── Supplied records

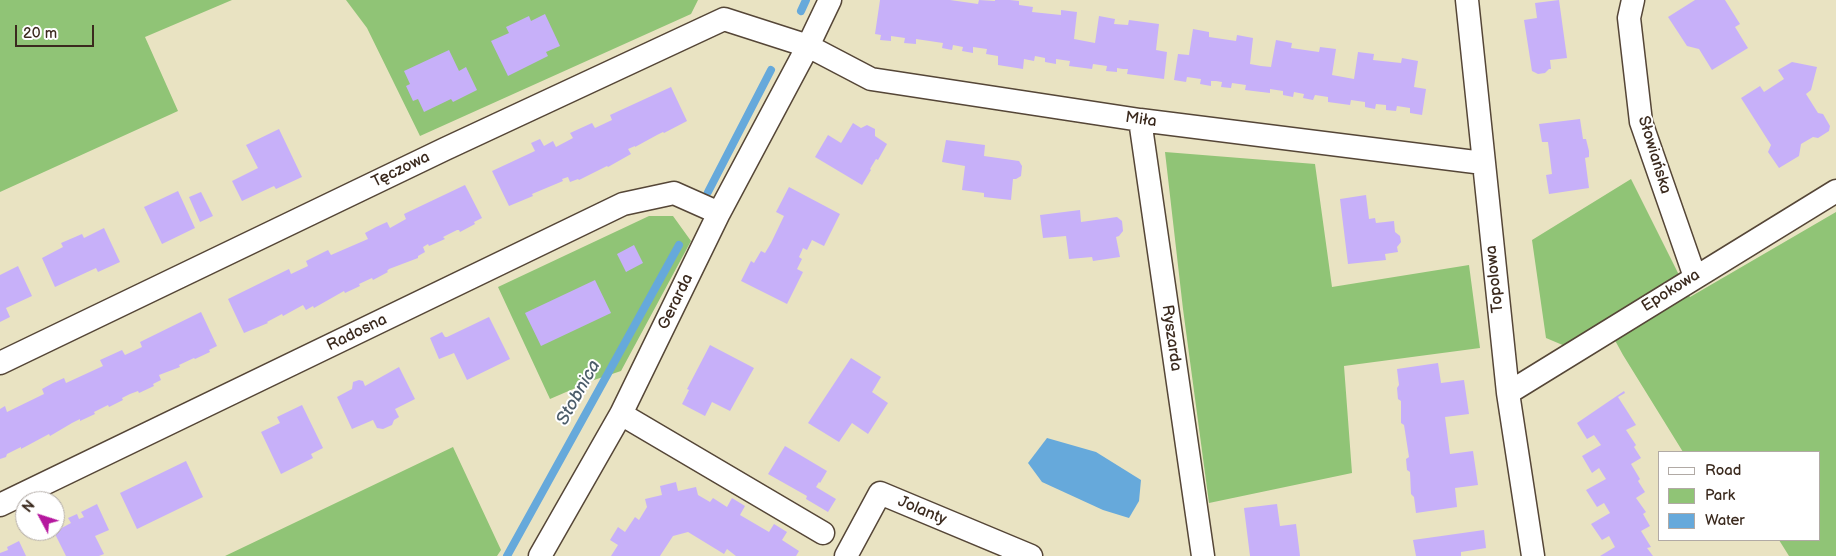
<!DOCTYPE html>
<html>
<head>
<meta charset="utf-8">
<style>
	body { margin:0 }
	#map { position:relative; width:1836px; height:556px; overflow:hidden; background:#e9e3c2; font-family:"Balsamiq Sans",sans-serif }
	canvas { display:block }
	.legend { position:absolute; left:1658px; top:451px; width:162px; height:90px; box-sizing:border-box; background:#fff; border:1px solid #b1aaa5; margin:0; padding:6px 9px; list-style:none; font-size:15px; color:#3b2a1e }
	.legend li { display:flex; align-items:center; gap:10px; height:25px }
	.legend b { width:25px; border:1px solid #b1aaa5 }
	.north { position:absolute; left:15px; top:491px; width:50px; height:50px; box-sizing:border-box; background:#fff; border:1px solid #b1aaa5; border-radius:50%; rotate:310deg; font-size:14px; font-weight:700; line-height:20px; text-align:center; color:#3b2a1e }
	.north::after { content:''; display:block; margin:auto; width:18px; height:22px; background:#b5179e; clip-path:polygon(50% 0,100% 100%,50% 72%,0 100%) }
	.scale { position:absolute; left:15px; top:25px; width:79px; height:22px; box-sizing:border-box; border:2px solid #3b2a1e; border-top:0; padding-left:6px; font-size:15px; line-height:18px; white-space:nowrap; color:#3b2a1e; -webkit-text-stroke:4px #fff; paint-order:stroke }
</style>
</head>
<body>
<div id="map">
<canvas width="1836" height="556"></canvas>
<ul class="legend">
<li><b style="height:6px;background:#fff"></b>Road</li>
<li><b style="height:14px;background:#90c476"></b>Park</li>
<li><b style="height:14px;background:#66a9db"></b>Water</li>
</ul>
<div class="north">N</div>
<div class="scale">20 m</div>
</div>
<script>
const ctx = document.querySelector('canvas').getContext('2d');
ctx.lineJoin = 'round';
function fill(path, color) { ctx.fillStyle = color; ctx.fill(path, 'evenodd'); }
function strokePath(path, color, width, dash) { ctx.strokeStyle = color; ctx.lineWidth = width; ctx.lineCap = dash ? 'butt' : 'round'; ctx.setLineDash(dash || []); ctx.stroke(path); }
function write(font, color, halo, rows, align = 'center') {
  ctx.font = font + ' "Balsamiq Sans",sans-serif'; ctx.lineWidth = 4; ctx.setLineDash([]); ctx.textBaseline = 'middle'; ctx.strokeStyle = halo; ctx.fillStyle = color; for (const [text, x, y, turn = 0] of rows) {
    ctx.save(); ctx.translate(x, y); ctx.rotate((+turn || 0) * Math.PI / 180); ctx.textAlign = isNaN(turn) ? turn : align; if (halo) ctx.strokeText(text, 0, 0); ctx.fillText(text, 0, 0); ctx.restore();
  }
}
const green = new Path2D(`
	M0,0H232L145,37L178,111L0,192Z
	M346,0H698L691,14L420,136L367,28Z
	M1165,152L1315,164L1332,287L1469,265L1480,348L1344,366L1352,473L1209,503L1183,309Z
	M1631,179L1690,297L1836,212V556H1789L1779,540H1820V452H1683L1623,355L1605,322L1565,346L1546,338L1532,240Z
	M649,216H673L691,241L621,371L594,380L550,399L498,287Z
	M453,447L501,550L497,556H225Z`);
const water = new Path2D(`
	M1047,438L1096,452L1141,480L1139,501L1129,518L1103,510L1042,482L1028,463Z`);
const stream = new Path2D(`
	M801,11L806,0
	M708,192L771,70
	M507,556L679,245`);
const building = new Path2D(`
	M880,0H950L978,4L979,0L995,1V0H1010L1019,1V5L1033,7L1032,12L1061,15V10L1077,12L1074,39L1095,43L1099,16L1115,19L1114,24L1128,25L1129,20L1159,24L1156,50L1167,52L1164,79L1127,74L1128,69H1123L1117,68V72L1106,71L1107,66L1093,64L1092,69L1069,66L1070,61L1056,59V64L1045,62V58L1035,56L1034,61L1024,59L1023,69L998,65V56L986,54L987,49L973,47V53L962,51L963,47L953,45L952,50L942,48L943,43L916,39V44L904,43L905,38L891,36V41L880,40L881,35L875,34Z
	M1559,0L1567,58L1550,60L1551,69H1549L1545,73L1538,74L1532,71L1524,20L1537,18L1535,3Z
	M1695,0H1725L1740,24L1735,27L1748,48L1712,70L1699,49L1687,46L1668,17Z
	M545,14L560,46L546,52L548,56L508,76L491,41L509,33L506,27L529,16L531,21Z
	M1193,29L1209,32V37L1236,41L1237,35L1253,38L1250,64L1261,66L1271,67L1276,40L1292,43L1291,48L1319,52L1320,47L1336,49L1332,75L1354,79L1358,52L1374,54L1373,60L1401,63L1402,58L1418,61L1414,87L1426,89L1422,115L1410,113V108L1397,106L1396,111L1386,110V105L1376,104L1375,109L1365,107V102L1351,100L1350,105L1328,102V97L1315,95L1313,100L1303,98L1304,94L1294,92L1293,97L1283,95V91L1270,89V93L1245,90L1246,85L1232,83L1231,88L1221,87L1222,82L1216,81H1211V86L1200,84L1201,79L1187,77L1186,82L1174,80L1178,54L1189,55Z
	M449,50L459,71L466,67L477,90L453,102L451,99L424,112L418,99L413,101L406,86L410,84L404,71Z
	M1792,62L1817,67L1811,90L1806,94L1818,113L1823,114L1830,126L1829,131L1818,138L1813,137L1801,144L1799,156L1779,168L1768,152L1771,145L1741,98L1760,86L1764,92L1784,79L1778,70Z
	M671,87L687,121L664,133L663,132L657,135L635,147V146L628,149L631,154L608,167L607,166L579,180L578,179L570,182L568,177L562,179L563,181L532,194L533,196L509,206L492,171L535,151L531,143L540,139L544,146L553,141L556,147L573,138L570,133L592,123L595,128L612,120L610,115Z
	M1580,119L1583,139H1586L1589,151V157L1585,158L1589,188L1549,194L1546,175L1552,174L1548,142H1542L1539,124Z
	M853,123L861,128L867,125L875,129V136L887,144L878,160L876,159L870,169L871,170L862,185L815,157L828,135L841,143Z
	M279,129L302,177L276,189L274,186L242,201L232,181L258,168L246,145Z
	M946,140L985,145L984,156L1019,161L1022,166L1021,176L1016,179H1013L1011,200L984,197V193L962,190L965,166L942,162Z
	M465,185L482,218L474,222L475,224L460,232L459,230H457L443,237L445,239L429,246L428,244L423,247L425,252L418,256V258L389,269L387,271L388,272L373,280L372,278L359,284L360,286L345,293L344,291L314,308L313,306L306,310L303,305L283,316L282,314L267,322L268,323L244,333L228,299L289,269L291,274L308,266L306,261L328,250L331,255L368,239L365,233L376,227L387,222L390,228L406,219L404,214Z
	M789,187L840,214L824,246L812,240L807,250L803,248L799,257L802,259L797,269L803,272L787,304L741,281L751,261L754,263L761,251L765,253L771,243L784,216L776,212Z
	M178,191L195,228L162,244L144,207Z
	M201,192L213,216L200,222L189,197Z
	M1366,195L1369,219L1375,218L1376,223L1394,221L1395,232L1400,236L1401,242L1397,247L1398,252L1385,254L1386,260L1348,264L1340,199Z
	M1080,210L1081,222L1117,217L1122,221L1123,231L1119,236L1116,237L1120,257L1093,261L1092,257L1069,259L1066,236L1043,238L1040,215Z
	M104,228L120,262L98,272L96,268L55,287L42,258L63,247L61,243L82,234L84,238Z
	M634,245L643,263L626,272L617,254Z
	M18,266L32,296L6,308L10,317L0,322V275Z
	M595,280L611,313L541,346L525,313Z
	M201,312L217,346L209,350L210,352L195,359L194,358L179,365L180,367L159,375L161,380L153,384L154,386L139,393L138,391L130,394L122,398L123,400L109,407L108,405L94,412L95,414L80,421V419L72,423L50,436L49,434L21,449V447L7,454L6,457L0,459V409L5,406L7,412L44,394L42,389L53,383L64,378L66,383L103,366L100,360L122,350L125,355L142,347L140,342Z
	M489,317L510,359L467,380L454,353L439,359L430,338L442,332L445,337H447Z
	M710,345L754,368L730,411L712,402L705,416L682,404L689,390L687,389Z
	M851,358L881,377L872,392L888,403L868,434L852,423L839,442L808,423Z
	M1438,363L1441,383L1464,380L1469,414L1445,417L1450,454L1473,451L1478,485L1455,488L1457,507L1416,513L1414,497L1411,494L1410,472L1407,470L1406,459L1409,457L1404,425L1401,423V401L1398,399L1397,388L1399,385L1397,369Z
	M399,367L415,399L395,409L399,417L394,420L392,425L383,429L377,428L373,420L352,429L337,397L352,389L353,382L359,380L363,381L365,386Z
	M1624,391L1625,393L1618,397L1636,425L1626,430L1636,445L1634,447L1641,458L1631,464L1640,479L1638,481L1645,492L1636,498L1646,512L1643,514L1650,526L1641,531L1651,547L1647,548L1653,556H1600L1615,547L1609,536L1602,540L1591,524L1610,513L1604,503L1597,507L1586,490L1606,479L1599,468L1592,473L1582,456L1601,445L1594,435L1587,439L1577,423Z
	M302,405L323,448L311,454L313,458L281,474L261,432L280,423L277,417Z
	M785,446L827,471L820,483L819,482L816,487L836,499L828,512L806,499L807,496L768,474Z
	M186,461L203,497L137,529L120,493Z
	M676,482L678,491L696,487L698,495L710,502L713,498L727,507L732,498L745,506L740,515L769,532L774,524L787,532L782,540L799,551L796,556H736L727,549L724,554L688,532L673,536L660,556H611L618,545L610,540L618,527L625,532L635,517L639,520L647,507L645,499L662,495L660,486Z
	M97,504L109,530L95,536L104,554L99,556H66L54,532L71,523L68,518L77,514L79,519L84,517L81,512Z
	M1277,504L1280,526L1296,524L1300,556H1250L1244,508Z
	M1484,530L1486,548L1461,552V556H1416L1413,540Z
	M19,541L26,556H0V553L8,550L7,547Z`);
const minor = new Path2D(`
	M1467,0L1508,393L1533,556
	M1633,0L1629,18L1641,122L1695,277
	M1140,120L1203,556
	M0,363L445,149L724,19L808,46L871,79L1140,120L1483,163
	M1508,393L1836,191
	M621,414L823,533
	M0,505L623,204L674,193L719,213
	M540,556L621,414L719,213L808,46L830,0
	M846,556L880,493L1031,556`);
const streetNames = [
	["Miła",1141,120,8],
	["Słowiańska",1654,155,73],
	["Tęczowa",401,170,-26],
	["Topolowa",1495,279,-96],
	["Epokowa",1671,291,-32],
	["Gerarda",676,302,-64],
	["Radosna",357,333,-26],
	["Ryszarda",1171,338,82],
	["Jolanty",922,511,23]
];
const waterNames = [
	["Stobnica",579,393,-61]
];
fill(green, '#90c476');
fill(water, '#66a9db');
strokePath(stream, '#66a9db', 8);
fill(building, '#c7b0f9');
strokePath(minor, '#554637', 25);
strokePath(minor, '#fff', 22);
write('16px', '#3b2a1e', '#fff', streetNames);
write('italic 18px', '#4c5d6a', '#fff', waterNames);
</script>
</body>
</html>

────

What is being asked:
Search the entries for the word "fillStyle" and copy every line that has it.

Expected answer:
function fill(path, color) { ctx.fillStyle = color; ctx.fill(path, 'evenodd'); }
  ctx.font = font + ' "Balsamiq Sans",sans-serif'; ctx.lineWidth = 4; ctx.setLineDash([]); ctx.textBaseline = 'middle'; ctx.strokeStyle = halo; ctx.fillStyle = color; for (const [text, x, y, turn = 0] of rows) {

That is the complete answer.